Open ghost opened 10 years ago
To add onto this, is there a way for the perceptron tagger to tag all punctuation? For example, can it tag periods, question marks, quotes, and all text it comes across? Would be a really big help. Currently second best that does punctuation is NTLK tagger but yours is much better.
It should tag all punctuation, but it'll have trouble with unicode entities.
I'm not supporting this code unfortunately anymore --- I'm working full time on spaCy, which is now under the MIT license too ( http://spacy.io ). SpaCy handles non-ascii characters appropriately, and is both faster and more accurate.
NLTK have recently agreed to use this tagger. However, I dont know how well they support unicode punctuation.
On Thursday, October 15, 2015, LeavesBreathe notifications@github.com wrote:
To add onto this, is there a way for the perceptron tagger to tag all punctuation?
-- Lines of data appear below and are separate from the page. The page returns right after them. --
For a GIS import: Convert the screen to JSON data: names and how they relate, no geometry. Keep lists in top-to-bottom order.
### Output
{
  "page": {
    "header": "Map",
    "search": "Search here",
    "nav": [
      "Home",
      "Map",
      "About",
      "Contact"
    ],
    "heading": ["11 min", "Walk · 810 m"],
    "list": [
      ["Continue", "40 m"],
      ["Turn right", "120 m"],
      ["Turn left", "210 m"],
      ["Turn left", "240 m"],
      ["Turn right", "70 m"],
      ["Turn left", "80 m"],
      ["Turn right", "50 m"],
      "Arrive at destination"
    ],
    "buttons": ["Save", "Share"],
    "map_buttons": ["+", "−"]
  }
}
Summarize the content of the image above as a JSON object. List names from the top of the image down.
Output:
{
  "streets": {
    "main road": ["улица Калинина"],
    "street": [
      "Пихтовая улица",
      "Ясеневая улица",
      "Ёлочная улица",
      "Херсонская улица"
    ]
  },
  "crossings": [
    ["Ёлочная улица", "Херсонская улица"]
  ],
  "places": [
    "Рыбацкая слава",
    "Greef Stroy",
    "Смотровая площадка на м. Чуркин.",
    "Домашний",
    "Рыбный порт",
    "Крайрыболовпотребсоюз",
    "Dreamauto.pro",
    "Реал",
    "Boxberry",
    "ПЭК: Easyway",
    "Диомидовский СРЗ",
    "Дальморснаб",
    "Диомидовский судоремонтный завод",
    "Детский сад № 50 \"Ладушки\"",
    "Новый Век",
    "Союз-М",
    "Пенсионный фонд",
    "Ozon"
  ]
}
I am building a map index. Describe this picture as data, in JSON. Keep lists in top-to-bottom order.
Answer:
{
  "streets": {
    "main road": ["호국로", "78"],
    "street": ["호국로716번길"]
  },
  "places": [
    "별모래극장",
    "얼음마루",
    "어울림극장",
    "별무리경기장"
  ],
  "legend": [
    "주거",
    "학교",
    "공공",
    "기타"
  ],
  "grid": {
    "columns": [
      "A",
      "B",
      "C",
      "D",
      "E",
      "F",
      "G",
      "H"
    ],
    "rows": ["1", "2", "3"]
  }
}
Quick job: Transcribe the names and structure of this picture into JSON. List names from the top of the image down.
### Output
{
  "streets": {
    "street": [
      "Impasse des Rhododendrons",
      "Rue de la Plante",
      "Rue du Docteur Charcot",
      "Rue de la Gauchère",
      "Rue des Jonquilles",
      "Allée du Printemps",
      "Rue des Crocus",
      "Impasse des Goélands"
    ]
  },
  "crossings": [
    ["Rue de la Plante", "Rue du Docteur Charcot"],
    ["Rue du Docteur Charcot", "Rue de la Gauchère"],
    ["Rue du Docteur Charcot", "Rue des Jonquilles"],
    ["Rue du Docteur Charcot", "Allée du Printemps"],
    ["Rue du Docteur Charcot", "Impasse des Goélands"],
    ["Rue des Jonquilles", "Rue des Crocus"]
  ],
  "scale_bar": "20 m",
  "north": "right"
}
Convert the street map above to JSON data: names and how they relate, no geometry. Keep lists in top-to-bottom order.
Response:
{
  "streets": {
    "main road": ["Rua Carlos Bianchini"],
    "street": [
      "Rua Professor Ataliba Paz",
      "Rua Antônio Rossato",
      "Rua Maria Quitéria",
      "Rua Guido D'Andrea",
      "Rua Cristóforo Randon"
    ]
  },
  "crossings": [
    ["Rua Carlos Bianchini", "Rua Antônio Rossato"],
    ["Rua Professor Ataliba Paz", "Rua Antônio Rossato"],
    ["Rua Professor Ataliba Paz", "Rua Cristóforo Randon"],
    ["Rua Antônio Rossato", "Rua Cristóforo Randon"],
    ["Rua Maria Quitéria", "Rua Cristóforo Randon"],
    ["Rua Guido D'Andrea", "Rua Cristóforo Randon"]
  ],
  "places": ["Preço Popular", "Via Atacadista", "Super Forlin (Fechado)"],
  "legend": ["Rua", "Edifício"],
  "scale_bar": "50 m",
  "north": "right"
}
For example, can it tag periods, question marks, quotes, and all text it comes across? Would be a really big help. Currently second best that does punctuation is NTLK tagger but yours is much better.
— Reply to this email directly or view it on GitHub https://github.com/sloria/textblob-aptagger/issues/2#issuecomment-148368732 .
While using your tagger, I am getting good results.
However, when it comes to quotes, such as inch-symbols and quoted text, the tagger is completely ignoring the quotation marks, making it difficult for me to work with these cases.
Is there a way to make sure that the quotes are tagged as quotes, like in stanfordparser?